## Task directions
Among the entries below, tally each line where the word "احمد" appears and state only the total.

Dataset entries
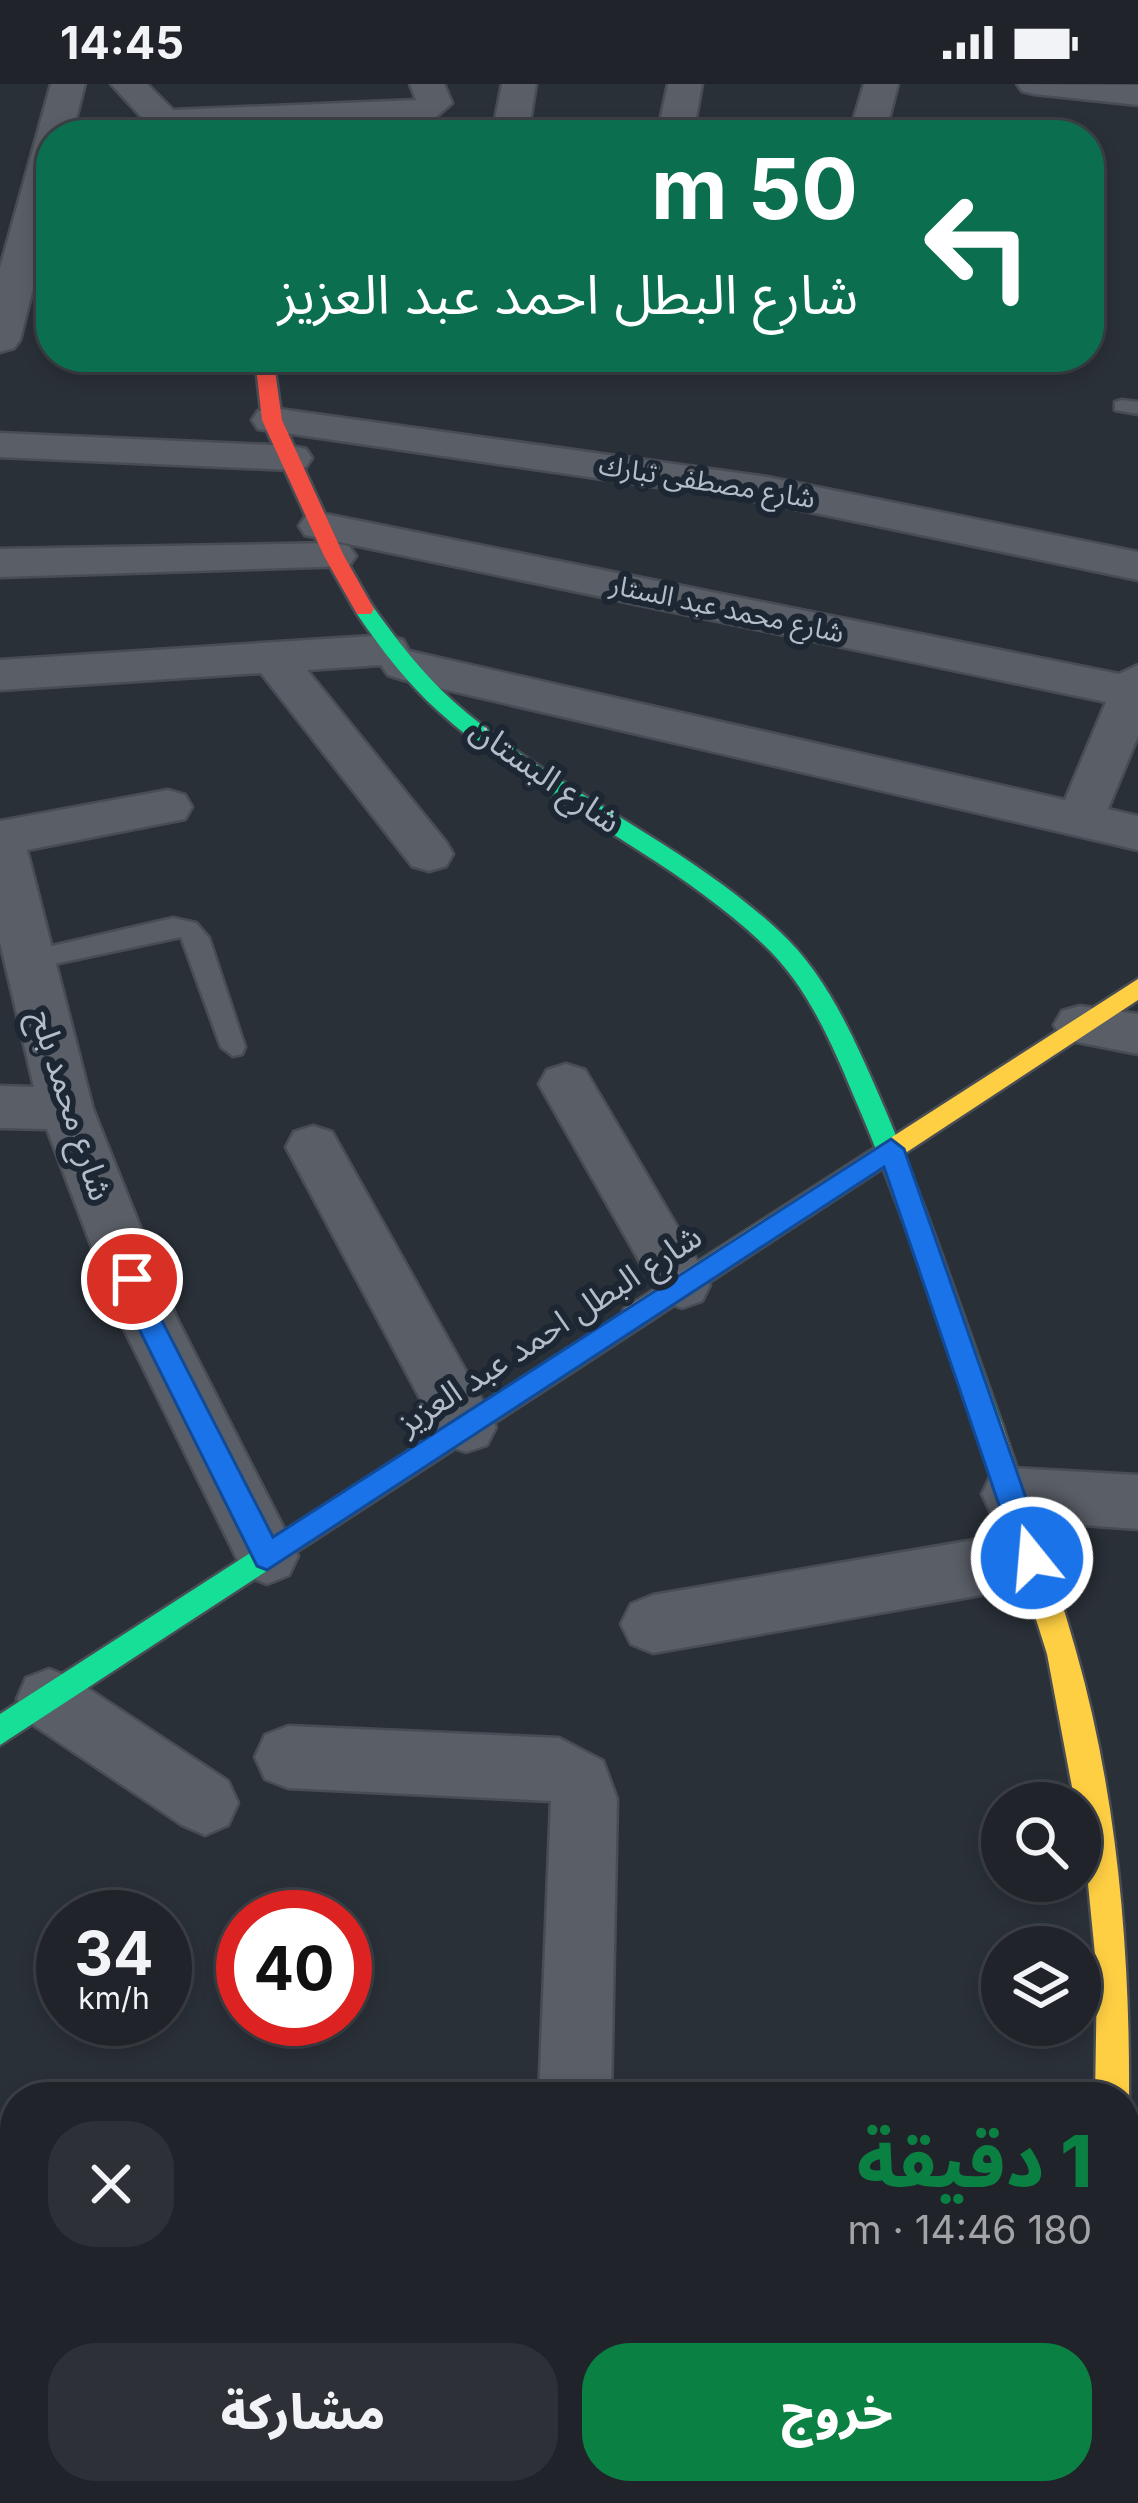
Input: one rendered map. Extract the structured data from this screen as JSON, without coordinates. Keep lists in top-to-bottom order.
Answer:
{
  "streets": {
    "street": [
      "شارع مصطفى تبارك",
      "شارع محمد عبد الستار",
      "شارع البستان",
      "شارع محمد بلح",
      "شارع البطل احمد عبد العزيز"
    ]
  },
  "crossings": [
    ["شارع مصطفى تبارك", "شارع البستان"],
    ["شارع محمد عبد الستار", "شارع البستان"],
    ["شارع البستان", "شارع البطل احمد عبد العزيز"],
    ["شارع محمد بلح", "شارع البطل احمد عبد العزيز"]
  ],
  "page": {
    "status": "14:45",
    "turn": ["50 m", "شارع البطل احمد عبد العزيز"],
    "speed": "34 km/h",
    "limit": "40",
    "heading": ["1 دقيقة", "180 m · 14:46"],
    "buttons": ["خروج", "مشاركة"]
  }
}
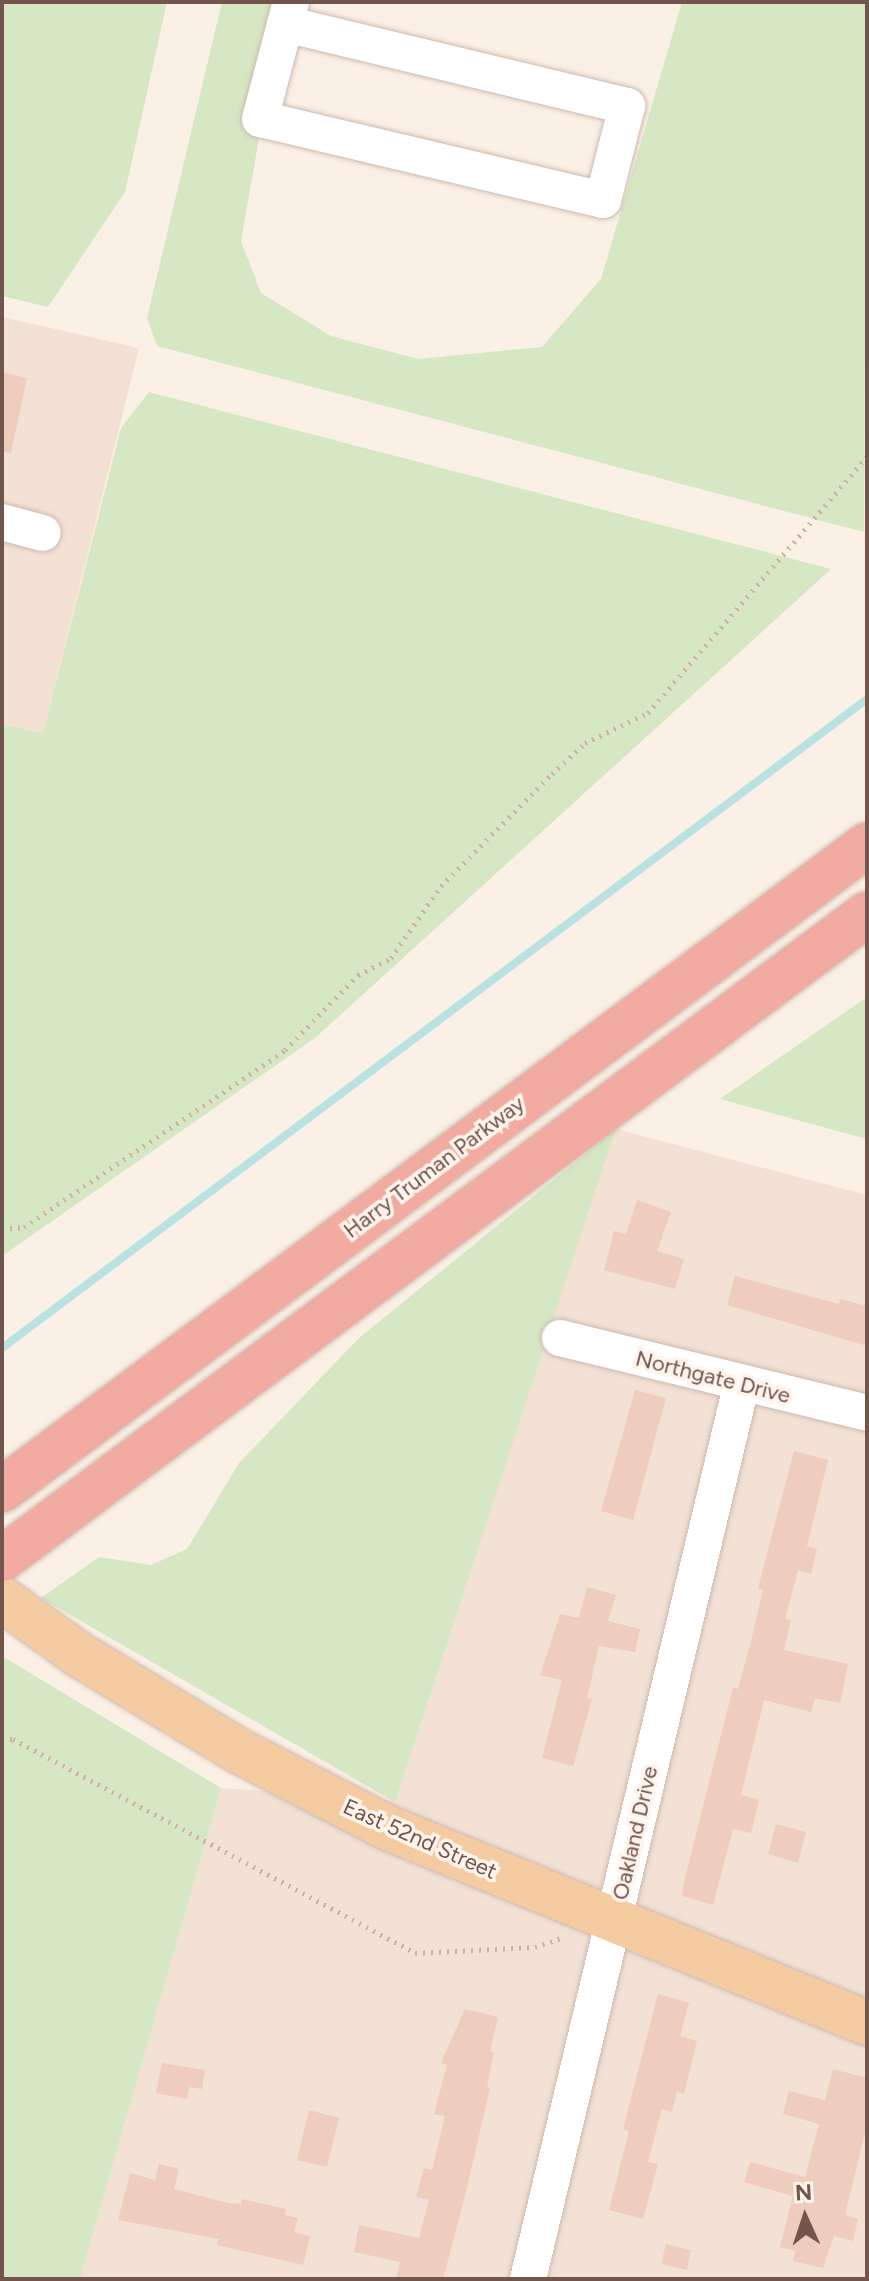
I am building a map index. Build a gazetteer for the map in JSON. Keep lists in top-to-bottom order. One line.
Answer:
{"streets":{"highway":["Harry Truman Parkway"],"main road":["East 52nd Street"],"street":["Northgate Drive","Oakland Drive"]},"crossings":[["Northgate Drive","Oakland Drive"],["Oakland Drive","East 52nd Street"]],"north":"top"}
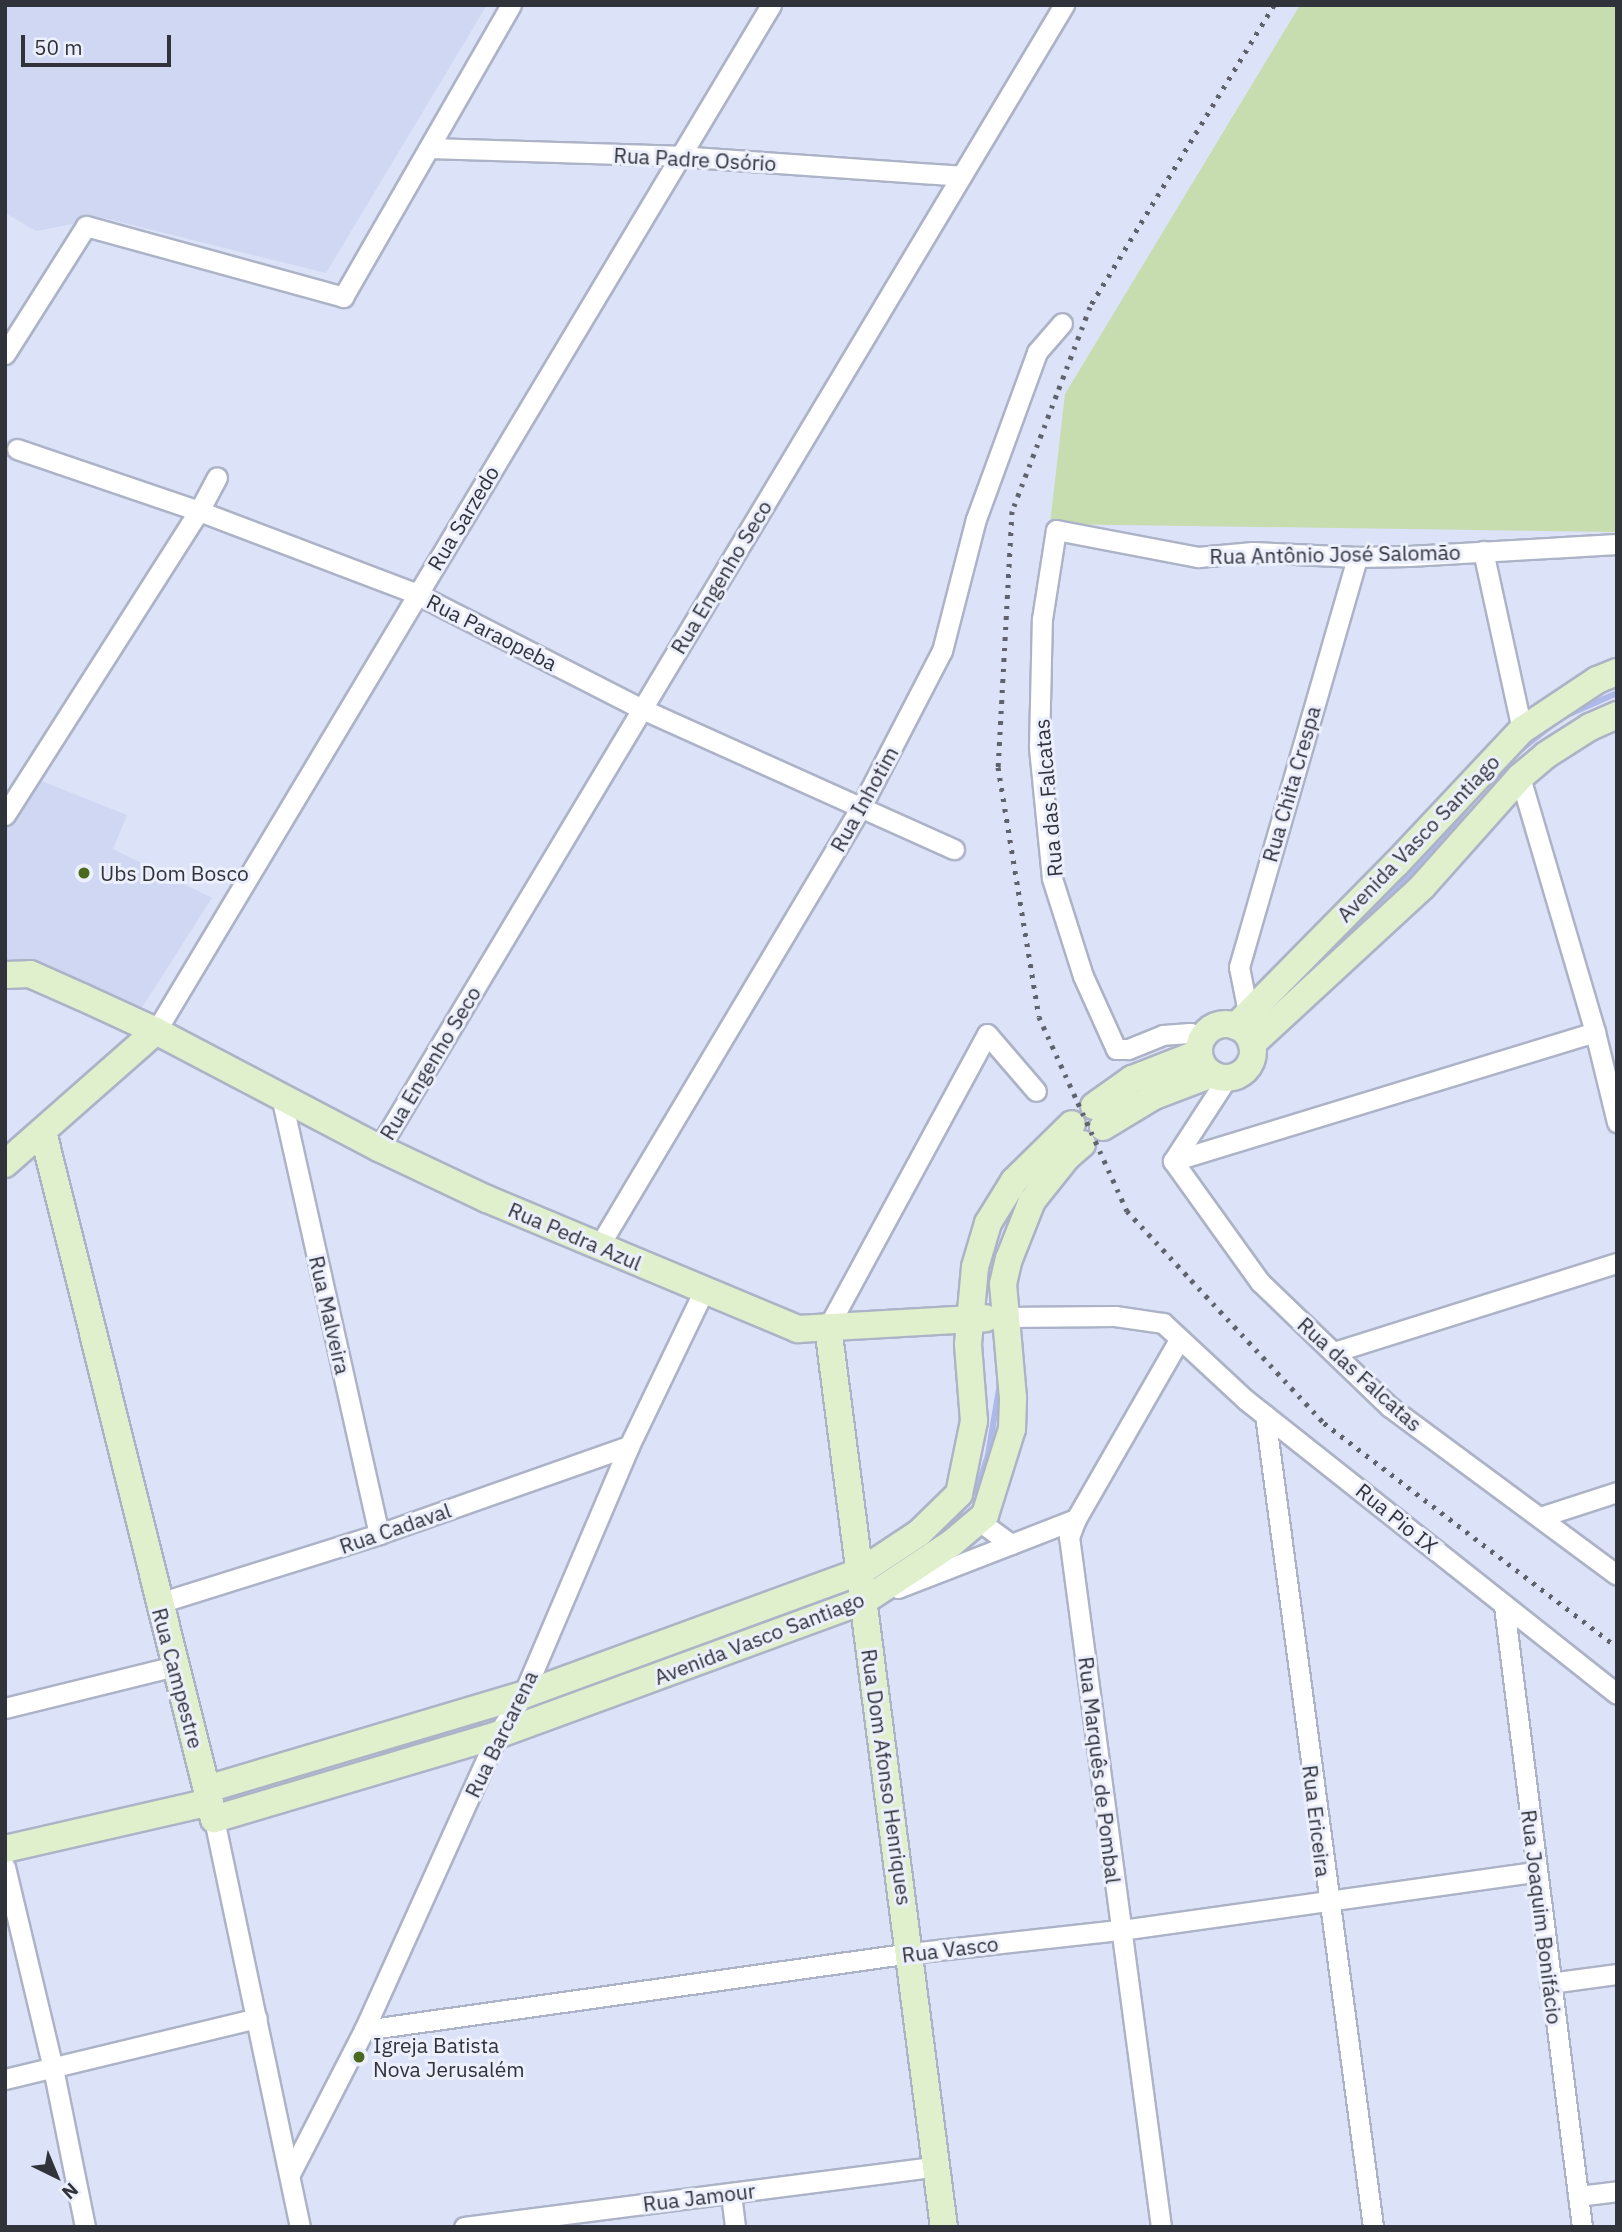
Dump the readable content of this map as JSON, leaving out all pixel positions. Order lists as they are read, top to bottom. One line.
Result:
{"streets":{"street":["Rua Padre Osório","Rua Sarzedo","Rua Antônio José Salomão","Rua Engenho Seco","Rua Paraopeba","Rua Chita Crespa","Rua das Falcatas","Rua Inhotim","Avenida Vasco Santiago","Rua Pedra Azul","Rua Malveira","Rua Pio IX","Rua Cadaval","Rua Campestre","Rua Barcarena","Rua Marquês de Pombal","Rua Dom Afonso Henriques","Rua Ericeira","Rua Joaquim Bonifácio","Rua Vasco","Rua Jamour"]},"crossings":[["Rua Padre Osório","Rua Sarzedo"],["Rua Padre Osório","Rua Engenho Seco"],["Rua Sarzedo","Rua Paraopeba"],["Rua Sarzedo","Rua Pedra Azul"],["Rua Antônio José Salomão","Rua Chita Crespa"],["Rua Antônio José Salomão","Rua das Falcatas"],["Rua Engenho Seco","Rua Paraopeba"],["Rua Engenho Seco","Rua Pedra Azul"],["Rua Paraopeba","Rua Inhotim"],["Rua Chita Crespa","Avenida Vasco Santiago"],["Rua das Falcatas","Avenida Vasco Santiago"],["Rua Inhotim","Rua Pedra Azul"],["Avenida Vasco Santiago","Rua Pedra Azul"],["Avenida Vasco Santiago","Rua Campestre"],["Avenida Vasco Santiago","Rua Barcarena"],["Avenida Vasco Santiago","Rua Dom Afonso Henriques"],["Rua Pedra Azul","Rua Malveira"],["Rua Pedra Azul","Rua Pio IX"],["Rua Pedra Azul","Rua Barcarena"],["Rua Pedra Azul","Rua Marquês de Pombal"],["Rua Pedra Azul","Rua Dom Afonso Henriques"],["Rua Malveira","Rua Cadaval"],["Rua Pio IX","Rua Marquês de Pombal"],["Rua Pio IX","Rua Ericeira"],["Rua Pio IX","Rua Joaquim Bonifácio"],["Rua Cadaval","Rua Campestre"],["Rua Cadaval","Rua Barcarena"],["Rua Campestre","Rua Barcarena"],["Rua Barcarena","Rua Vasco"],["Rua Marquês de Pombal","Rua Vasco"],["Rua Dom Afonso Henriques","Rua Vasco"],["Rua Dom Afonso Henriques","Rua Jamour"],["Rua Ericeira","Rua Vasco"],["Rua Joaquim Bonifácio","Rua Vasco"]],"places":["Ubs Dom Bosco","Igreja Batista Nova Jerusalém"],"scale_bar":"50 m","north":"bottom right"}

## Problem solution
4